__EXERCISE OBJECTIVE__
An exact retyping of every record is required.

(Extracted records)
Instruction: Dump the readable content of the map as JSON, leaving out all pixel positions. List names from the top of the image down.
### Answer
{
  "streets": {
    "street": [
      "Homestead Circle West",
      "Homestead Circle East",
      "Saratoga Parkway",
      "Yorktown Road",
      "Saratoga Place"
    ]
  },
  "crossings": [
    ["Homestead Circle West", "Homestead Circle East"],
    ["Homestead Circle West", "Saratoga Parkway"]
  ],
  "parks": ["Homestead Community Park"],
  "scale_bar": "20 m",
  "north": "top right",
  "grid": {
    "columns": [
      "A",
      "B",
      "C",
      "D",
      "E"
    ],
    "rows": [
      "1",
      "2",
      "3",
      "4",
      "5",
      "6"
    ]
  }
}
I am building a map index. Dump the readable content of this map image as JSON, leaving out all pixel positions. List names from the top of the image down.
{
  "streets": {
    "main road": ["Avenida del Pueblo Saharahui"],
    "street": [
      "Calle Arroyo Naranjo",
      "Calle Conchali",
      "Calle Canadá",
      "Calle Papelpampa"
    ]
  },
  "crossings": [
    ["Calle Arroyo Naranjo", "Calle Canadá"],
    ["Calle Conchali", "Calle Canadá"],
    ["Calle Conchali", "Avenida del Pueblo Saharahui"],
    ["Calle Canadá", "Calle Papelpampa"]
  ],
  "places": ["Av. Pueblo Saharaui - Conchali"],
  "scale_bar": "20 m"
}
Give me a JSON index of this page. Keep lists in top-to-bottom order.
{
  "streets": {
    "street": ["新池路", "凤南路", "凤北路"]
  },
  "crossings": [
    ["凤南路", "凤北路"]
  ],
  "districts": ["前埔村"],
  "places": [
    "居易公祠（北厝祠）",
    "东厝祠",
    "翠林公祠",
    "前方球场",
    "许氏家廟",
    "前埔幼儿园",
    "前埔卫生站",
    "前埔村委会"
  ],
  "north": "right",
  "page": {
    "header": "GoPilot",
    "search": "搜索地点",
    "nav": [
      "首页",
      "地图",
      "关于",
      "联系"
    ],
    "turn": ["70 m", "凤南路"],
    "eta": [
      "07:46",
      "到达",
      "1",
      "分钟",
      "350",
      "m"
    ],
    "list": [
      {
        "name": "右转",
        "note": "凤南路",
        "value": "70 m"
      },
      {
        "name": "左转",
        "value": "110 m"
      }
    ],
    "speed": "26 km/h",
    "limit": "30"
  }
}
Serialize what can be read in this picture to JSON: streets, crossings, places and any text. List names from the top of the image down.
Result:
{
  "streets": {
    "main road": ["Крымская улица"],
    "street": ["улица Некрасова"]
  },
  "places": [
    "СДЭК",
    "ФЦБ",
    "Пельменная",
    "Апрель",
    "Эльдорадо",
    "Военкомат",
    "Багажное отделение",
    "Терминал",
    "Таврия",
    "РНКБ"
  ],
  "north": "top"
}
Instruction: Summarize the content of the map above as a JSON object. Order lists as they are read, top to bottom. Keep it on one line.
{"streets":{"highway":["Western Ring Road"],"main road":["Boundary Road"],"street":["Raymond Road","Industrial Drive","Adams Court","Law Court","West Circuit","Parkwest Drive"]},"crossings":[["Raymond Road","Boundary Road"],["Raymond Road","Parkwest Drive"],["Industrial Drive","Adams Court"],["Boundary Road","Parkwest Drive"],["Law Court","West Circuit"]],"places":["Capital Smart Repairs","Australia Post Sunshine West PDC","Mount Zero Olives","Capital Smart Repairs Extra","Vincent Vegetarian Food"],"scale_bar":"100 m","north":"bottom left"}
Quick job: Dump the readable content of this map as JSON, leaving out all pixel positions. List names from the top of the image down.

__RESULT__
Instruction: Dump the readable content of the map as JSON, leaving out all pixel positions. List names from the top of the image down.
### Answer
{
  "streets": {
    "street": [
      "Homestead Circle West",
      "Homestead Circle East",
      "Saratoga Parkway",
      "Yorktown Road",
      "Saratoga Place"
    ]
  },
  "crossings": [
    ["Homestead Circle West", "Homestead Circle East"],
    ["Homestead Circle West", "Saratoga Parkway"]
  ],
  "parks": ["Homestead Community Park"],
  "scale_bar": "20 m",
  "north": "top right",
  "grid": {
    "columns": [
      "A",
      "B",
      "C",
      "D",
      "E"
    ],
    "rows": [
      "1",
      "2",
      "3",
      "4",
      "5",
      "6"
    ]
  }
}
I am building a map index. Dump the readable content of this map image as JSON, leaving out all pixel positions. List names from the top of the image down.
{
  "streets": {
    "main road": ["Avenida del Pueblo Saharahui"],
    "street": [
      "Calle Arroyo Naranjo",
      "Calle Conchali",
      "Calle Canadá",
      "Calle Papelpampa"
    ]
  },
  "crossings": [
    ["Calle Arroyo Naranjo", "Calle Canadá"],
    ["Calle Conchali", "Calle Canadá"],
    ["Calle Conchali", "Avenida del Pueblo Saharahui"],
    ["Calle Canadá", "Calle Papelpampa"]
  ],
  "places": ["Av. Pueblo Saharaui - Conchali"],
  "scale_bar": "20 m"
}
Give me a JSON index of this page. Keep lists in top-to-bottom order.
{
  "streets": {
    "street": ["新池路", "凤南路", "凤北路"]
  },
  "crossings": [
    ["凤南路", "凤北路"]
  ],
  "districts": ["前埔村"],
  "places": [
    "居易公祠（北厝祠）",
    "东厝祠",
    "翠林公祠",
    "前方球场",
    "许氏家廟",
    "前埔幼儿园",
    "前埔卫生站",
    "前埔村委会"
  ],
  "north": "right",
  "page": {
    "header": "GoPilot",
    "search": "搜索地点",
    "nav": [
      "首页",
      "地图",
      "关于",
      "联系"
    ],
    "turn": ["70 m", "凤南路"],
    "eta": [
      "07:46",
      "到达",
      "1",
      "分钟",
      "350",
      "m"
    ],
    "list": [
      {
        "name": "右转",
        "note": "凤南路",
        "value": "70 m"
      },
      {
        "name": "左转",
        "value": "110 m"
      }
    ],
    "speed": "26 km/h",
    "limit": "30"
  }
}
Serialize what can be read in this picture to JSON: streets, crossings, places and any text. List names from the top of the image down.
Result:
{
  "streets": {
    "main road": ["Крымская улица"],
    "street": ["улица Некрасова"]
  },
  "places": [
    "СДЭК",
    "ФЦБ",
    "Пельменная",
    "Апрель",
    "Эльдорадо",
    "Военкомат",
    "Багажное отделение",
    "Терминал",
    "Таврия",
    "РНКБ"
  ],
  "north": "top"
}
Instruction: Summarize the content of the map above as a JSON object. Order lists as they are read, top to bottom. Keep it on one line.
{"streets":{"highway":["Western Ring Road"],"main road":["Boundary Road"],"street":["Raymond Road","Industrial Drive","Adams Court","Law Court","West Circuit","Parkwest Drive"]},"crossings":[["Raymond Road","Boundary Road"],["Raymond Road","Parkwest Drive"],["Industrial Drive","Adams Court"],["Boundary Road","Parkwest Drive"],["Law Court","West Circuit"]],"places":["Capital Smart Repairs","Australia Post Sunshine West PDC","Mount Zero Olives","Capital Smart Repairs Extra","Vincent Vegetarian Food"],"scale_bar":"100 m","north":"bottom left"}
Quick job: Dump the readable content of this map as JSON, leaving out all pixel positions. List names from the top of the image down.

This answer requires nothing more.